* [What is expected]
Please report how many lines in the data underneath hold the word "from", with no other text.

* [Entries provided]
Content starts

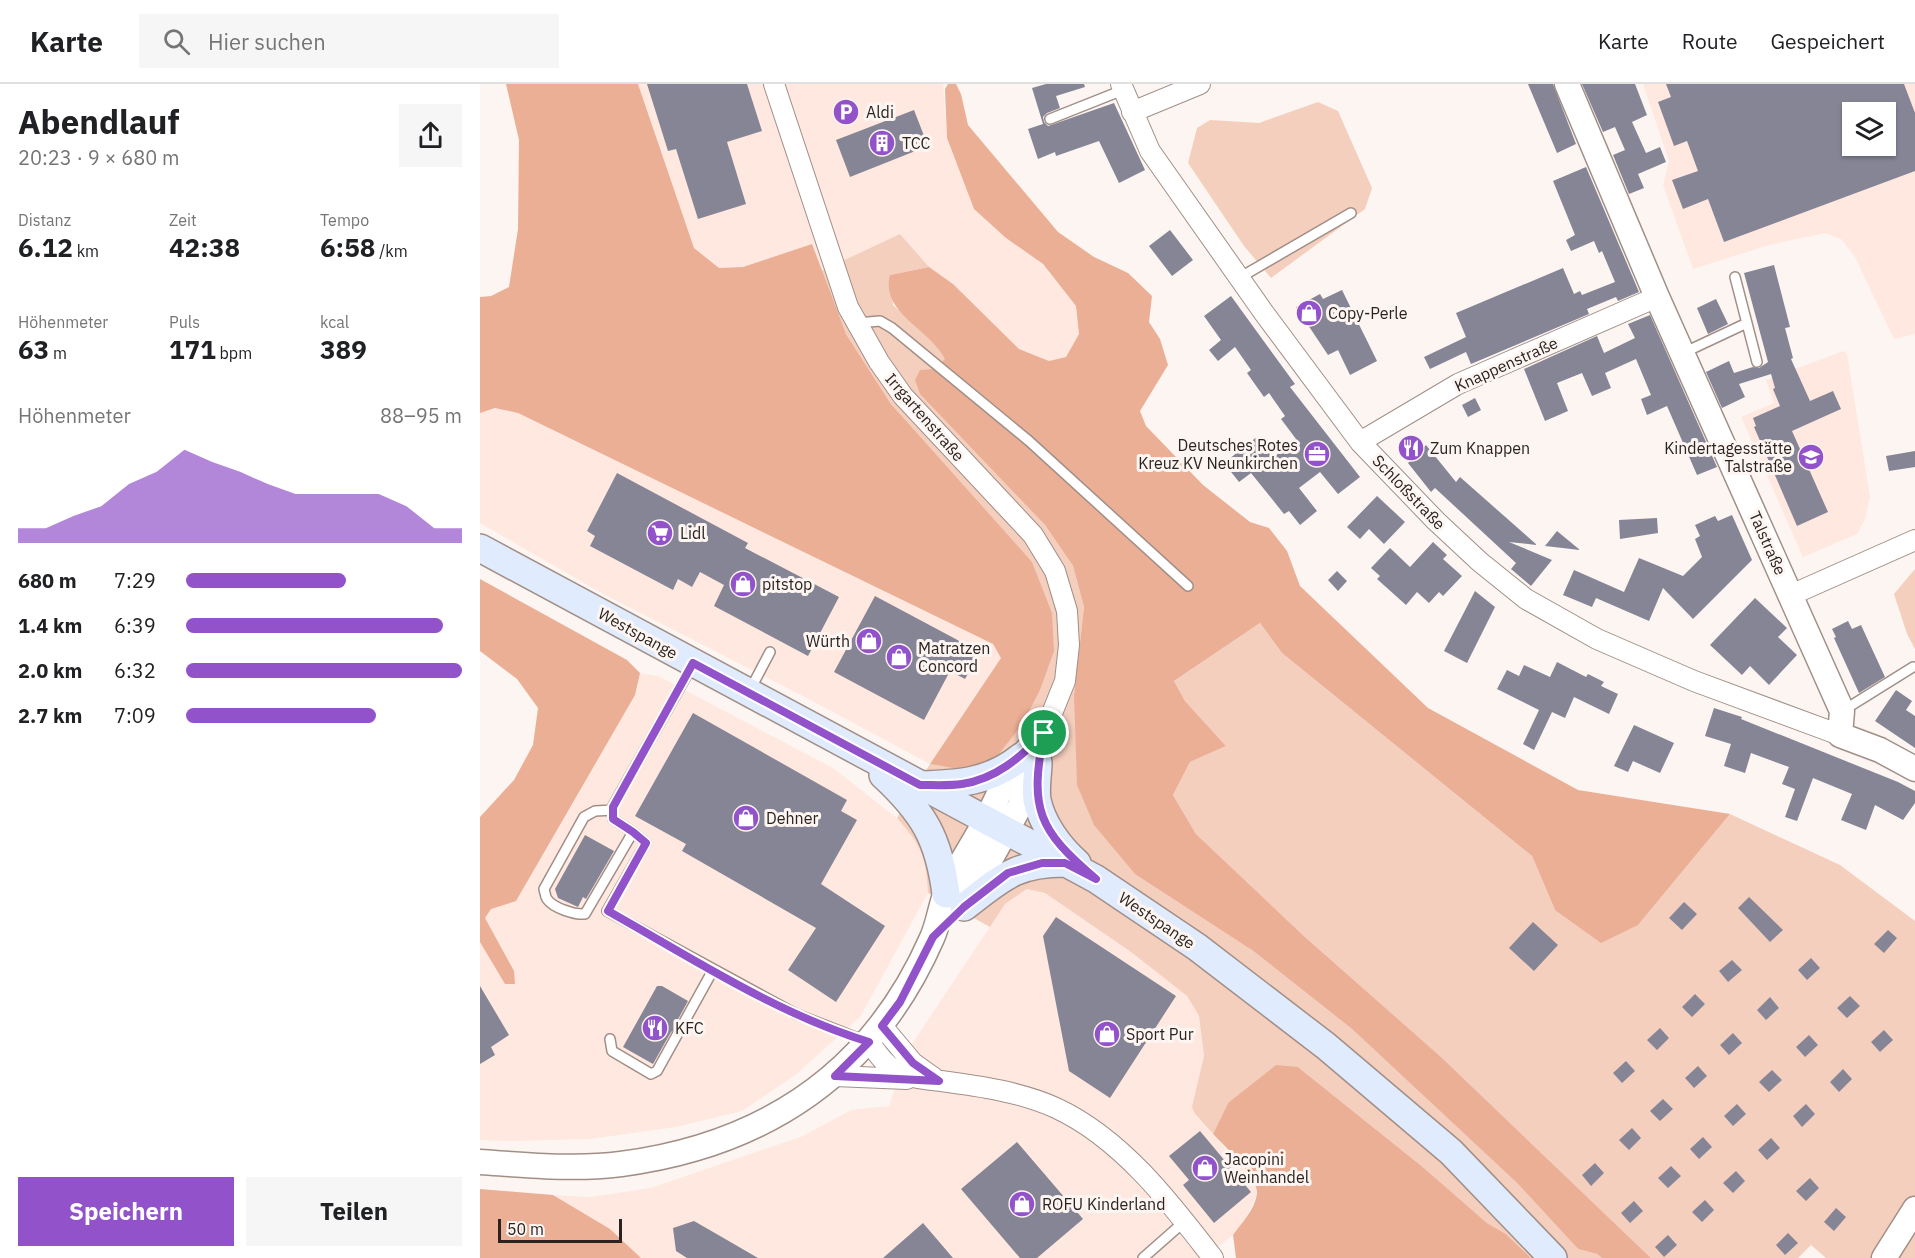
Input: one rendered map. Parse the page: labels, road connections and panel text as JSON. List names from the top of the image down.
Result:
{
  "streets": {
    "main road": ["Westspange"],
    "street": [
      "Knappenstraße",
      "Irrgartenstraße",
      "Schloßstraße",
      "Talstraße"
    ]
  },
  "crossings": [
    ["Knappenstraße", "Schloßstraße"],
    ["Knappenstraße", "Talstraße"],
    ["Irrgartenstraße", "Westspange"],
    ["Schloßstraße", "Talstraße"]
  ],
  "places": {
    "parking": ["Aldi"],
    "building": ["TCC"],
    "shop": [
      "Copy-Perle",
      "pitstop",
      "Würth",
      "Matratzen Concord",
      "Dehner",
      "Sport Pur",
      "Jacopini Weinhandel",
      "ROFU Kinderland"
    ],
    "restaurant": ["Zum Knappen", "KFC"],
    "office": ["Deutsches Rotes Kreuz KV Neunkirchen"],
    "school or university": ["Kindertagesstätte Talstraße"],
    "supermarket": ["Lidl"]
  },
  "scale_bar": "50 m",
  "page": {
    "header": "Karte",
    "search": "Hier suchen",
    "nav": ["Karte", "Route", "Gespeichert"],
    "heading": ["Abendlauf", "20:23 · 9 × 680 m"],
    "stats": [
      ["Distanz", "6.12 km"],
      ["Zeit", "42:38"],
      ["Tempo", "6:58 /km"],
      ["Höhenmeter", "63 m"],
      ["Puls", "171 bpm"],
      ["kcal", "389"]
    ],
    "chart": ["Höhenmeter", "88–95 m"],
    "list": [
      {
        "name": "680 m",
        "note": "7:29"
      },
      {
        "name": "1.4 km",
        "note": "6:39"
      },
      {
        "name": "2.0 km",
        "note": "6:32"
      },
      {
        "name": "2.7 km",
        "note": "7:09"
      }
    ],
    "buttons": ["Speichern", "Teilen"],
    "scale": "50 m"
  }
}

Content ends
Content starts

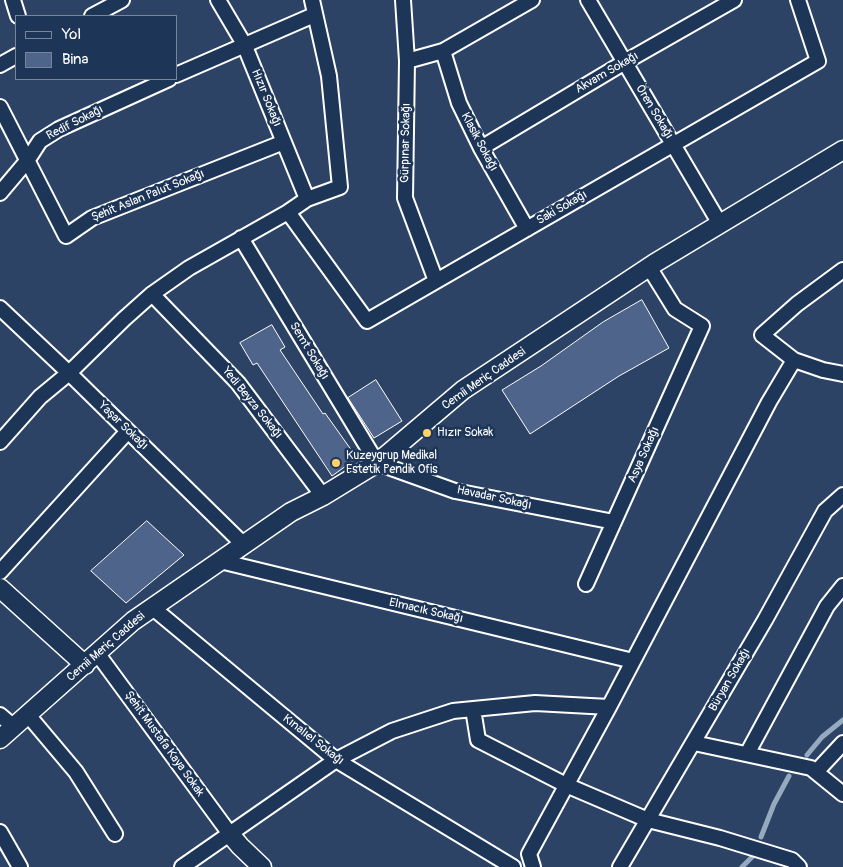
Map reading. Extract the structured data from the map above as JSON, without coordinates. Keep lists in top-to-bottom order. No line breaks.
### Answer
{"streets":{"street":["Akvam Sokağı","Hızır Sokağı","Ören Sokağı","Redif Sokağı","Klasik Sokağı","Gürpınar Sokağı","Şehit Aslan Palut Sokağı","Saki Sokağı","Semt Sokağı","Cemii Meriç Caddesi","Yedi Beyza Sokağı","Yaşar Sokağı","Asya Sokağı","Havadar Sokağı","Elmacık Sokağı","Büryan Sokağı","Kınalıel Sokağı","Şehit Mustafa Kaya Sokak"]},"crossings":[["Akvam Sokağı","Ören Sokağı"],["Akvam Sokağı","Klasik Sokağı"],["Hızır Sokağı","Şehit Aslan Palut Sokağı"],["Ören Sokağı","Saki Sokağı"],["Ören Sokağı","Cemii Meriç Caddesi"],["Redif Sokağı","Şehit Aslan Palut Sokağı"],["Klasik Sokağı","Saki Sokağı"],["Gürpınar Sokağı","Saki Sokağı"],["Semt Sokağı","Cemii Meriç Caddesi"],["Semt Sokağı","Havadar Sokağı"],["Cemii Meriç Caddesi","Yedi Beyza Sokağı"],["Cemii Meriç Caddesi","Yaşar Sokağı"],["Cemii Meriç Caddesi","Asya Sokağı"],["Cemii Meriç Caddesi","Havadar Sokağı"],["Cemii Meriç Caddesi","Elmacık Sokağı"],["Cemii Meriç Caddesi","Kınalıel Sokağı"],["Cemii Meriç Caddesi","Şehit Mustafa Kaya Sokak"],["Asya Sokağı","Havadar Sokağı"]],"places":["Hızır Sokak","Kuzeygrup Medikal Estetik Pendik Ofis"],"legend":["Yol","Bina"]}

Content ends

* [Response area]
2